Saved entries:

·····

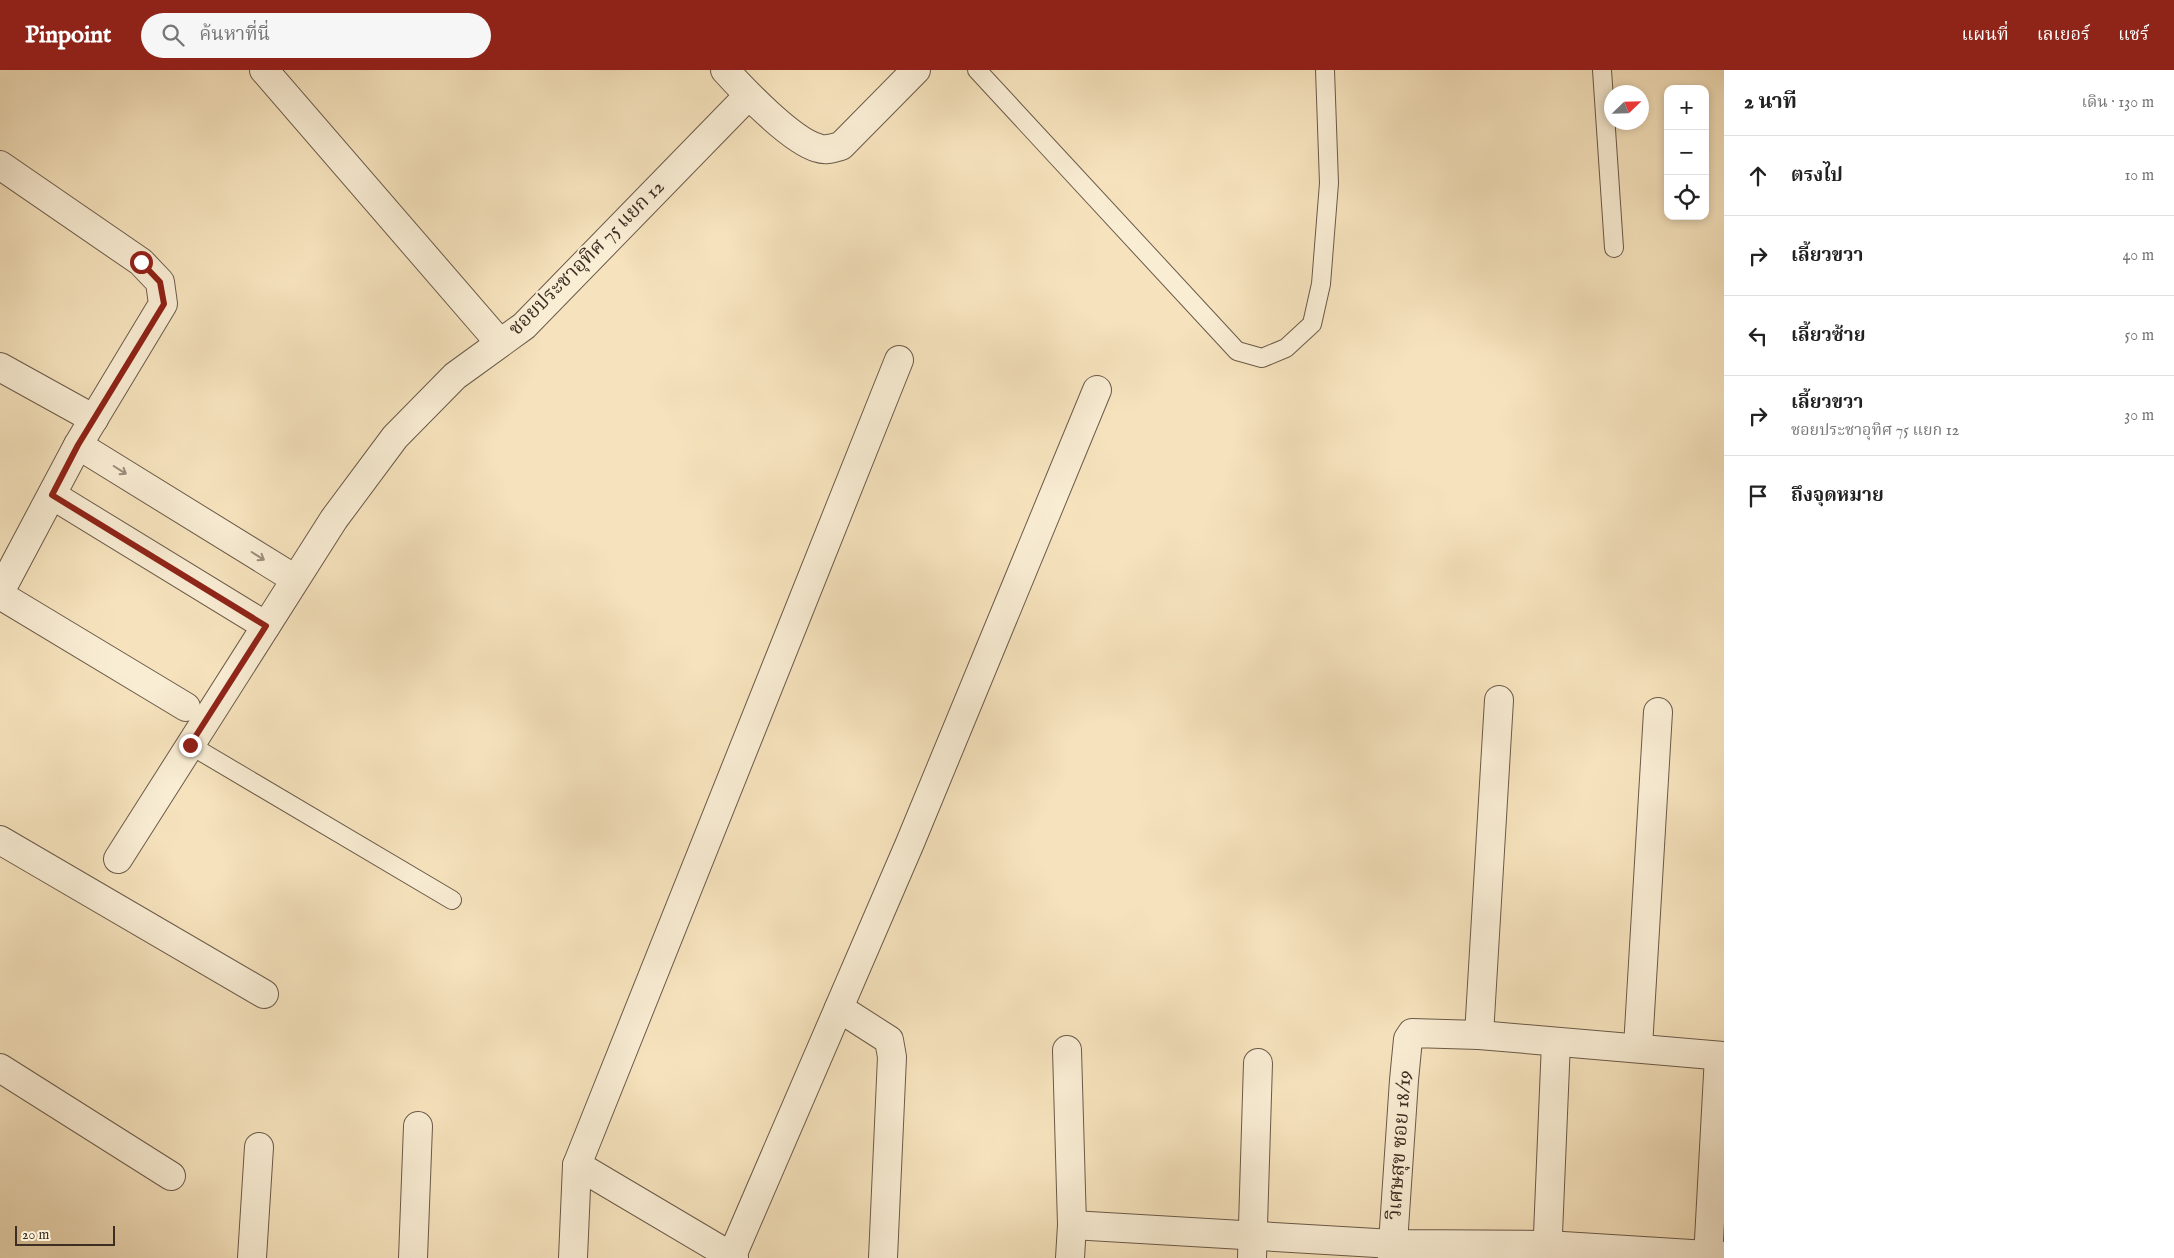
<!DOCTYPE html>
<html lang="th">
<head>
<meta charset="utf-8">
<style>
  :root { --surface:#fff; --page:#f6f6f6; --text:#222; --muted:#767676; --line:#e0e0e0; --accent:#8f2418 }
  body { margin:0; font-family:"IM FELL English","Noto Serif Thai",serif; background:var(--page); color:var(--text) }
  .controls { position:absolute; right:15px; top:15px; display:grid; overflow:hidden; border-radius:10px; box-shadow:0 2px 8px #0003 }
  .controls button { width:45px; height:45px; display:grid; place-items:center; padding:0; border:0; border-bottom:1px solid var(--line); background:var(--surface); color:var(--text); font:25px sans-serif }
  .compass { position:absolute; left:1604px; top:15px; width:45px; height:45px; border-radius:50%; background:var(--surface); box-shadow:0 2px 8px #0003; rotate:67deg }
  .scale { position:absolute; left:15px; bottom:12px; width:100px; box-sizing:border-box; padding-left:5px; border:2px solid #3d2d22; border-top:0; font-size:14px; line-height:18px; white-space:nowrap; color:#3d2d22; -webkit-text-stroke:4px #f9edd4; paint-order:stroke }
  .stop { position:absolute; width:15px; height:15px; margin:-11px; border:4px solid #8f2418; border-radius:50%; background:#fff }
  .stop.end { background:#8f2418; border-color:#fff; box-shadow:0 1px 5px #0008 }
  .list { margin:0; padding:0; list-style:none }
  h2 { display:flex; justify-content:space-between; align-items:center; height:65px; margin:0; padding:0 20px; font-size:21px }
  h2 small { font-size:16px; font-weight:400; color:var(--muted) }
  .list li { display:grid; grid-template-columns:32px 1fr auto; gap:15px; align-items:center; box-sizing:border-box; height:80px; padding:0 20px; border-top:1px solid var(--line) }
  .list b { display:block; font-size:19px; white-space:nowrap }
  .list p { margin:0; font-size:16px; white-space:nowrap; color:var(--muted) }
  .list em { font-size:16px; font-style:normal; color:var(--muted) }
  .icon { flex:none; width:28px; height:28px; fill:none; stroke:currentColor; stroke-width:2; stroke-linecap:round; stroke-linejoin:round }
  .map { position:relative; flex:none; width:1724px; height:1188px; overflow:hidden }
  header { display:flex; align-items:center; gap:30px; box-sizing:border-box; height:70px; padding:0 25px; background:var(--accent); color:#fff }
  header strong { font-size:24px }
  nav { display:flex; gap:28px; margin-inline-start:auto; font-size:18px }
  .search { width:350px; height:45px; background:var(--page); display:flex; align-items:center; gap:12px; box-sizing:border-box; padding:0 18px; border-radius:28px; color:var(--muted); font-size:19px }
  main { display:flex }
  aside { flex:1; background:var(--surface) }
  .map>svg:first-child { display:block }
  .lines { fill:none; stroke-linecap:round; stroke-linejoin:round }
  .service-casing { stroke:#6b5a49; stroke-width:20 }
  .minor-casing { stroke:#6b5a49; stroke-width:30 }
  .service { stroke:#f9edd4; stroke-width:18 }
  .minor { stroke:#f9edd4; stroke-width:28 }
  .oneway { stroke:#9b8d7b }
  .route { stroke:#8f2418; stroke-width:6 }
  .labels { text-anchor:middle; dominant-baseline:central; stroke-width:4; stroke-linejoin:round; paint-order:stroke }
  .street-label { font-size:20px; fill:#3d2d22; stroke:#f9edd4 }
</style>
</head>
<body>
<header>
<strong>Pinpoint</strong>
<div class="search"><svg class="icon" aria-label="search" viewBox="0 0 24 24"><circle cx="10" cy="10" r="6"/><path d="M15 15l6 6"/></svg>ค้นหาที่นี่</div>
<nav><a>แผนที่</a><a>เลเยอร์</a><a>แชร์</a></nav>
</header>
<main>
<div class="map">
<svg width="1724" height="1188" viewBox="0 0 1724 1188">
  <rect width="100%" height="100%" fill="#f6e3bd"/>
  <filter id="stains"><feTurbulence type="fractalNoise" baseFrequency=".004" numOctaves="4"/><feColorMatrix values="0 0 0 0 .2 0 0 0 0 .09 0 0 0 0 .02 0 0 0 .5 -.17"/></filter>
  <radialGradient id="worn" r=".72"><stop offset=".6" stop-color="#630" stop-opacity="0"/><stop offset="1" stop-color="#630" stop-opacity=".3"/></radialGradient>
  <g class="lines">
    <defs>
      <g id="service">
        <path d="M977 0 1237 281 1262 288 1286 278 1312 254 1321 214 1329 113 1325 0"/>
        <path d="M1602 0 1614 178"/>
        <path d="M190 675 452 830"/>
      </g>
      <g id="minor">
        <path d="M264 0 500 273"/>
        <path d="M725 0C744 21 792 71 818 78 826 81 833 78 841 76L916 0"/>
        <path d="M0 95 141 192 160 212 163 234 78 375 0 522"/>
        <path d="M0 297 94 349"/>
        <path d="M78 375 295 509"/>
        <path d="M52 425 266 556"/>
        <path d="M0 525 186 637"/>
        <path d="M0 770 264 924"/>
        <path d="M118 789 334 449 395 367 455 306 524 256 748 26"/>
        <path d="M839 938 889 970 892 987 883 1188"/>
        <path d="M1479 965 1499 630"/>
        <path d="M1638 977 1658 642"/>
        <path d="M1067 980 1072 1155 1070 1188"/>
        <path d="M0 998 171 1106"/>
        <path d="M1072 1155 1393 1174 1547 1175 1724 1186"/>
        <path d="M252 1188 259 1077"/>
        <path d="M413 1188 418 1056"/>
        <path d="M573 1188 577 1095"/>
        <path d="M731 1188 910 773 1097 320"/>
        <path d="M734 1188 577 1095 899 290"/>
        <path d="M1252 1188 1258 993"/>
        <path d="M1392 1188 1404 1010 1408 969 1412 963 1479 965 1724 986"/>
        <path d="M1547 1188 1556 972"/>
        <path d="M1708 1188 1719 986"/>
      </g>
    </defs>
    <use href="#service" class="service-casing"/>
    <use href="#minor" class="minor-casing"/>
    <use href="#service" class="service"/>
    <use href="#minor" class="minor"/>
  </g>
  <defs><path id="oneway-shaft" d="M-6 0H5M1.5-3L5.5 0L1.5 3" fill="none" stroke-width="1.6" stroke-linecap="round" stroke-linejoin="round" transform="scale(1.25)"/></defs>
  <g class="oneway">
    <use href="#oneway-shaft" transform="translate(120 400) rotate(32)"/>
    <use href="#oneway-shaft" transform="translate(258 486) rotate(32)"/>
  </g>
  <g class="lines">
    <path class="route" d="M141 192 160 212 164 234 78 375 52 425 266 556 190 675"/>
  </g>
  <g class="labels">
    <g class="street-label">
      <text transform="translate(587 188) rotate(-45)">ชอยประชาอุทิศ 75 แยก 12</text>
      <text transform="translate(1400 1075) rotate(-86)">วิเศษสุข ซอย 18/19</text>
    </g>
  </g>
  <rect width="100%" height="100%" filter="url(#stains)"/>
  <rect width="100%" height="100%" fill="url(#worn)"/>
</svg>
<div class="controls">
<button>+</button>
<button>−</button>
<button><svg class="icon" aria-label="locate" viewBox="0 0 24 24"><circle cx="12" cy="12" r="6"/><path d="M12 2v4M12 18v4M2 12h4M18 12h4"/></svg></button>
</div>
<svg class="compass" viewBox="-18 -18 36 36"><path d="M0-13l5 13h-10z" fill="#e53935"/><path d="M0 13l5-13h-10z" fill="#767676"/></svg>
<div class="scale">20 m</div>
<div class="stop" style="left:141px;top:192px"></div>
<div class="stop end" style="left:190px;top:675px"></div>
</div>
<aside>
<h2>2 นาที<small>เดิน · 130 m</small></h2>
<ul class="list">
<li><svg class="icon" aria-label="ahead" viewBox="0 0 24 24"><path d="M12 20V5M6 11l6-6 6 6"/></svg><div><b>ตรงไป</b></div><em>10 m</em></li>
<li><svg class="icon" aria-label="right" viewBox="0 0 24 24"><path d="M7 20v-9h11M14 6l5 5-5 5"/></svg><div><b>เลี้ยวขวา</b></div><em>40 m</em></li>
<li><svg class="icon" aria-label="left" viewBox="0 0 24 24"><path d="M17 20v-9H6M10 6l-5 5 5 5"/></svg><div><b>เลี้ยวซ้าย</b></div><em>50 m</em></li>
<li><svg class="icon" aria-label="right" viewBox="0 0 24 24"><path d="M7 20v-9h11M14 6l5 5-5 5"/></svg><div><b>เลี้ยวขวา</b><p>ชอยประชาอุทิศ 75 แยก 12</p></div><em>30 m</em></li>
<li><svg class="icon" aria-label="arrive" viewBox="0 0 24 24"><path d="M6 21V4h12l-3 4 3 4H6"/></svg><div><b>ถึงจุดหมาย</b></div></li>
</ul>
</aside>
</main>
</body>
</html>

·····

■ WHAT NEEDS TO BE DONE:
Look through the entries and give the number of lines containing the word "list". Add nothing else.

■ OUTPUT BELOW:
6